Setelah dia pergi sesaat, dia kembali sambil membawa kardus mie instan yang ukurannya lumayan besar. Dia memberikannya padaku, apa ini hadiahku? Mie instan se—kardus? Atau di dalamnya Ricky ganti dengan bom sebagai acara balas dendamnya padaku melihat kardus itu disolasi olehnya?
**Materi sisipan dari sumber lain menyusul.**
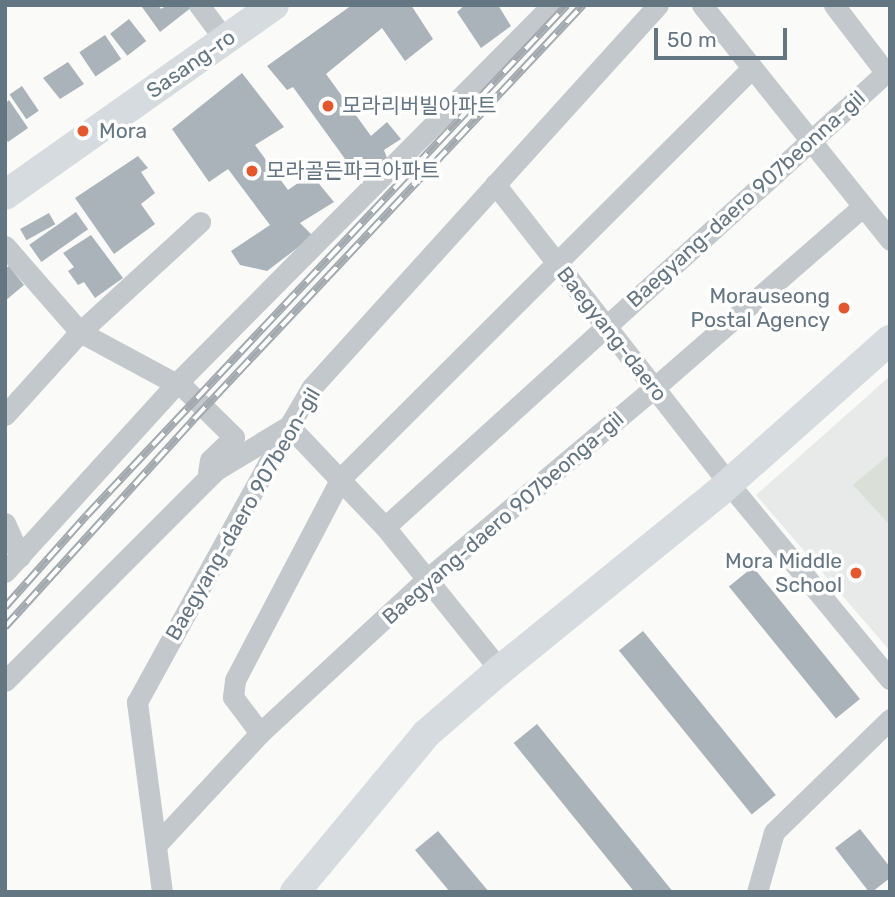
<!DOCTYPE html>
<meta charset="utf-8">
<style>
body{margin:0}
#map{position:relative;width:895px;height:897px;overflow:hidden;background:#fafaf8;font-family:Rubik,"Noto Sans KR",sans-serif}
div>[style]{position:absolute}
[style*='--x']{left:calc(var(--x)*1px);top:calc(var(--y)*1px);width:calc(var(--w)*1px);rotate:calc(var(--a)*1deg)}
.built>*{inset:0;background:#e8e9e9}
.green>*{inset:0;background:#dadfd7}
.building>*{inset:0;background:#aab3b9;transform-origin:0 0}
.street>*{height:21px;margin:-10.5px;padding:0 10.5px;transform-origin:10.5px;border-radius:10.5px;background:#c3c8cc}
.secondary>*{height:30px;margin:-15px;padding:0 15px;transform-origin:15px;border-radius:15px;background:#d6dbdf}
.rail>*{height:8px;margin-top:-4px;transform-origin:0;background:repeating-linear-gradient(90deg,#fff 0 16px,#a2aab0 0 32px);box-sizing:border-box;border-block:2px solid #a2aab0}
.dots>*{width:19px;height:19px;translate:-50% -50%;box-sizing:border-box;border:4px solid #fff;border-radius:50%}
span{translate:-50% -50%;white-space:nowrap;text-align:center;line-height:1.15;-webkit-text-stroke:7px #fff;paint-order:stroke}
.street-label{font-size:21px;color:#657683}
.poi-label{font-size:21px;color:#657683}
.left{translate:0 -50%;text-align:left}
.right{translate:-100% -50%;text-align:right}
.frame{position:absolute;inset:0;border:7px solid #657683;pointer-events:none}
.scale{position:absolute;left:654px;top:28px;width:133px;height:32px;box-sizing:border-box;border:4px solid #657683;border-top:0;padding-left:9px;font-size:21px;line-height:24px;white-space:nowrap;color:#657683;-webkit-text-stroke:5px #fff;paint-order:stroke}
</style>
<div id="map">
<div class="built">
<div style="clip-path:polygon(890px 376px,890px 651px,756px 495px)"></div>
</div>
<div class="green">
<div style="clip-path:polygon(890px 454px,890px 525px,853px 485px)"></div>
</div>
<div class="building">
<div style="clip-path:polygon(145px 5px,158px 5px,161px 9px,167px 5px,192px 7px,160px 32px,142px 7px)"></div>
<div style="clip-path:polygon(352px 5px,411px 5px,433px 39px,405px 61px,382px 28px,326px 74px,371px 136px,387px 122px,401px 139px,384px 150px,387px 158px,361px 181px,293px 87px,287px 90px,267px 66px)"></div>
<div style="clip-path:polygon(465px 5px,498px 5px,511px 26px,481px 48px,457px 12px)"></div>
<div style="left:129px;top:19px;width:28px;height:24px;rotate:52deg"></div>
<div style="left:105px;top:35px;width:29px;height:31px;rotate:56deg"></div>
<div style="clip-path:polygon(68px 62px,84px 84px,60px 99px,43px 78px)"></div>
<div style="clip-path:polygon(242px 73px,284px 127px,255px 145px,288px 190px,311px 174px,334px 202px,300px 223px,313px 236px,267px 271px,240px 265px,231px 251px,270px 225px,228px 169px,209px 182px,172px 129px)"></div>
<div style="left:22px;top:86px;width:30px;height:15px;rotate:56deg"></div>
<div style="clip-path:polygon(9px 100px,28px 128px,8px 142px,5px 139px,5px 104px)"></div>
<div style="clip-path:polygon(138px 156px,148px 168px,141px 172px,155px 193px,141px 204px,155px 224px,114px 254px,75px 198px)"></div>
<div style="left:76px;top:212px;width:21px;height:57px;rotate:55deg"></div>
<div style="left:49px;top:213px;width:13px;height:33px;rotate:61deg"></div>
<div style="clip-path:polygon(91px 235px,123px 278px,95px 298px,84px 282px,78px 285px,68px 271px,74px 267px,63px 253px)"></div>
<div style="clip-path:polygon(9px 266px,24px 285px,5px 301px,5px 269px)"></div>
<div style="left:753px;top:567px;width:170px;height:31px;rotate:51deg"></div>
<div style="left:643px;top:631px;width:211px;height:31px;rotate:51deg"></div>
<div style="left:537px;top:724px;width:216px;height:30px;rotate:51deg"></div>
<div style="clip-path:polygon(860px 829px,890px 867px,890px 878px,872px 892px,869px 892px,835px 848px)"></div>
<div style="clip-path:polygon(438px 831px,489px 892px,450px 892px,415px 850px)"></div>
</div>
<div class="street">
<div style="--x:199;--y:5;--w:44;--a:53.4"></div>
<div style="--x:702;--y:5;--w:301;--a:51.3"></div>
<div style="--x:834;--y:5;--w:86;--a:52.6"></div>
<div style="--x:495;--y:184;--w:380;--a:52"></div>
<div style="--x:729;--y:484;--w:253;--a:50.5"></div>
<div style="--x:5;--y:246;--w:114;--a:48.9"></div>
<div style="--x:80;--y:332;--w:118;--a:28.3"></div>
<div style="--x:184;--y:388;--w:70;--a:44.4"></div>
<div style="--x:234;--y:437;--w:33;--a:136"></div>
<div style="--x:210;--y:460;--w:13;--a:99"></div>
<div style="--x:5;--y:415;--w:112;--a:-47.9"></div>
<div style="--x:80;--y:332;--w:163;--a:-42.5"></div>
<div style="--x:5;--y:523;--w:37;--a:66"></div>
<div style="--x:385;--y:527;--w:682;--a:-42.21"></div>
<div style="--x:5;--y:572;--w:254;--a:-47.7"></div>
<div style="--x:176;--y:384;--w:534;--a:-45.23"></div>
<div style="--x:5;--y:681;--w:298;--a:-45"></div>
<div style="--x:216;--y:470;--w:85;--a:-31.1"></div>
<div style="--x:289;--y:426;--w:139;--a:46.5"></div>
<div style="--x:385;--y:527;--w:184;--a:51.2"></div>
<div style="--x:260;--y:733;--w:45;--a:-126.9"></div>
<div style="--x:233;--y:697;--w:17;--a:-83"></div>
<div style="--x:235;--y:680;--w:228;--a:-62.3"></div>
<div style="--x:341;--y:478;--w:581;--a:-44.93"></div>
<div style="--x:157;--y:844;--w:151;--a:-47.1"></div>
<div style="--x:260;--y:733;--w:227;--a:-42.7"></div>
<div style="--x:427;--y:579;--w:297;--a:-40.1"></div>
<div style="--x:654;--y:388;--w:277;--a:-41"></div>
<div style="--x:162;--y:892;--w:192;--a:-97.5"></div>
<div style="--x:137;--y:702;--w:315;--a:-61.2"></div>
<div style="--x:289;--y:426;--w:45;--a:-59.5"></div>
<div style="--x:312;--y:387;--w:515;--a:-47.83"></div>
<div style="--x:757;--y:892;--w:62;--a:-74.2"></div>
<div style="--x:774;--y:832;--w:162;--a:-44.2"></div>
</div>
<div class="secondary">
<div style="--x:5;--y:195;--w:329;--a:-35.2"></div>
<div style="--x:295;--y:892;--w:205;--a:-50.3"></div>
<div style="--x:426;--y:734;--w:98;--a:-40.9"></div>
<div style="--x:500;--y:670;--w:281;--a:-39.1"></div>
<div style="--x:718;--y:493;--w:230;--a:-41.7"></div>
</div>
<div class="rail">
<div style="--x:5;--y:607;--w:123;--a:-48.3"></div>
<div style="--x:87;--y:515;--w:700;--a:-46.74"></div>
<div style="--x:5;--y:627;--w:281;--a:-47.7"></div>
<div style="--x:194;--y:419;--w:568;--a:-46.78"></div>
</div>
<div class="dots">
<div style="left:328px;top:106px;background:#e4572e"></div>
<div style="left:83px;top:131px;background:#e4572e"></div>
<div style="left:252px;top:171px;background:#e4572e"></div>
<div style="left:844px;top:308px;background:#e4572e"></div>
<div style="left:856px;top:573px;background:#e4572e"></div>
</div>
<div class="street-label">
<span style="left:191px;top:64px;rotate:-35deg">Sasang-ro</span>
<span style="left:746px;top:199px;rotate:-42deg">Baegyang-daero 907beonna-gil</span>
<span style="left:612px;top:334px;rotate:52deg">Baegyang-daero</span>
<span style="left:243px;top:514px;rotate:-60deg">Baegyang-daero 907beon-gil</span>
<span style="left:503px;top:518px;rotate:-41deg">Baegyang-daero 907beonga-gil</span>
</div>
<div class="poi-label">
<span class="left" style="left:342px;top:106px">모라리버빌아파트</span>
<span class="left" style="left:99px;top:131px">Mora</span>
<span class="left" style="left:266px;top:171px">모라골든파크아파트</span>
<span class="right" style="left:830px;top:308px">Morauseong<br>Postal Agency</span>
<span class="right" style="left:842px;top:573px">Mora Middle<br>School</span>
</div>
<div class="frame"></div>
<div class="scale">50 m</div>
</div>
"Selamat ulang tahun." katanya, memberikan kardus itu padaku kemudian dia duduk di sampingku.

"I... iya."

"Buka."

"I... iya."

"Jangan!"

"I... iya."

"Gue mau ngomong dulu."

"Iya."

"Lo tahu gue bukan cowok romantis, kan? Jadi daripada gue pusing mikir hadiah buat elo, gue punya alternatif lain. Gue beli apa yang lo butuhin, bukan apa yang lo inginin. Gue yakin kok, cewek kayak elo nggak mungkin butuh boneka, bunga mawar, atau cokelat, kan?" firasatku benar-benar mulai tidak enak.

"I... iya."

"Jadi... sekarang buka."

Kuturuti perintahnya, kutarik ujung solasi cokelat yang menutupi kardus itu. Mataku terasa hampir copot melihat apa isinya. Ricky benar-benar memberikan apapun yang aku butuhkan. Dan itu semakin membuatku tidak bisa bicara apa-apa.

"Elo seneng?"

"Hah?" tanyaku bingung. "Ini—" kataku terputus. Ada buku tulis selusin, bulpen dan pensil selusin, penghapus pun kotaknya, buku paket dan yang terakhir... pembalut wanita dengan berbagai merk.

"Setelah class meeting'kan kita masuk semester baru, buku dan bulpen itu bisa lo gunain. Jadi lo nggak perlu repot-repot beli. Buku paket itu lengkap sampai nanti kita kelas tiga. Dan yang terakhir itu..." katanya terhenti seperti salah tingkah. Padahal, saat ini yang wajahnya merah itu aku.

"Aku tidak tahu pembalut merk apa yang lo pakai, jadi gue beli beberapa buat persediaan bulanan elo."

"Oh." kataku. Apakah aku harus berterimakasih atas sikap tanggapnya Ricky? Tapi, aku tidak bisa menutupi rasa maluku sekarang. Bagaimana bisa Ricky memiliki ide memberiku hadiah pembalut. Dari sekian banyak deretan barang kenapa harus pembalut?

"Elo nggak suka?"

"Suka! Makasih."

"Dan--" katanya terputus, apakah ada hadiah lagi selain ini?

"Apa?"

"Ada hadiah kejutan dari gue."

"Oh, ya?"

"Coba.. sini, gue tata rambut cantik lo."

"Tapi—"

"Ih!" gemesnya. Aku menurut lagi, memperpendek jarak kami. Bahkan... jantungku terasa aneh saat di dekat dia. Bahkan, wangi tubuh Ricky nyaris membuatku pingsan.

"Jadi merem bentar."

"Kenapa?"

"Hadiah kejutan buat elo, mau nggak?"

Aku mengangguk. Daripada dia marah, lebih baik aku turuti kan? Asal, hadiahnya tidak benda aneh lagi. Kupenjamkan mataku, tapi dia tidak memberiku apapun. Oh! Aku yakin, dia akan memberiku kalung, atau cincin? Ya Tuhan, Nilam... sadar. Kamu ini siapa dan Ricky itu siapa. Kalian itu seperti bumi dan langit, kenapa kamu berharap yang aneh-aneh darinya. Bahkan.. kamu sendiri tidak yakin jika Ricky benar-benar mencintaimu, kan?

"Sudah,"

Aku hanya bisa mematung di tempat saat dia bilang sudah setelah melakukan itu padaku, maksudku... pada bibirku. Dia... menempelkan bibirnya padaku, dia... menciumku? Seketika kupegang bibirku yang baru saja bersentuhan dengan bibirnya. Aku merasa aneh, saat benda kenyal dan lembab itu menempeli bibirku.

"Gue jamin, elo nggak bakal kena virus karena gue cium." katanya dengan senyuman lebar.

"Hah?" kataku yang masih dalam keadaan sadar—dan—tidak. Ini tidak mimpi, kan?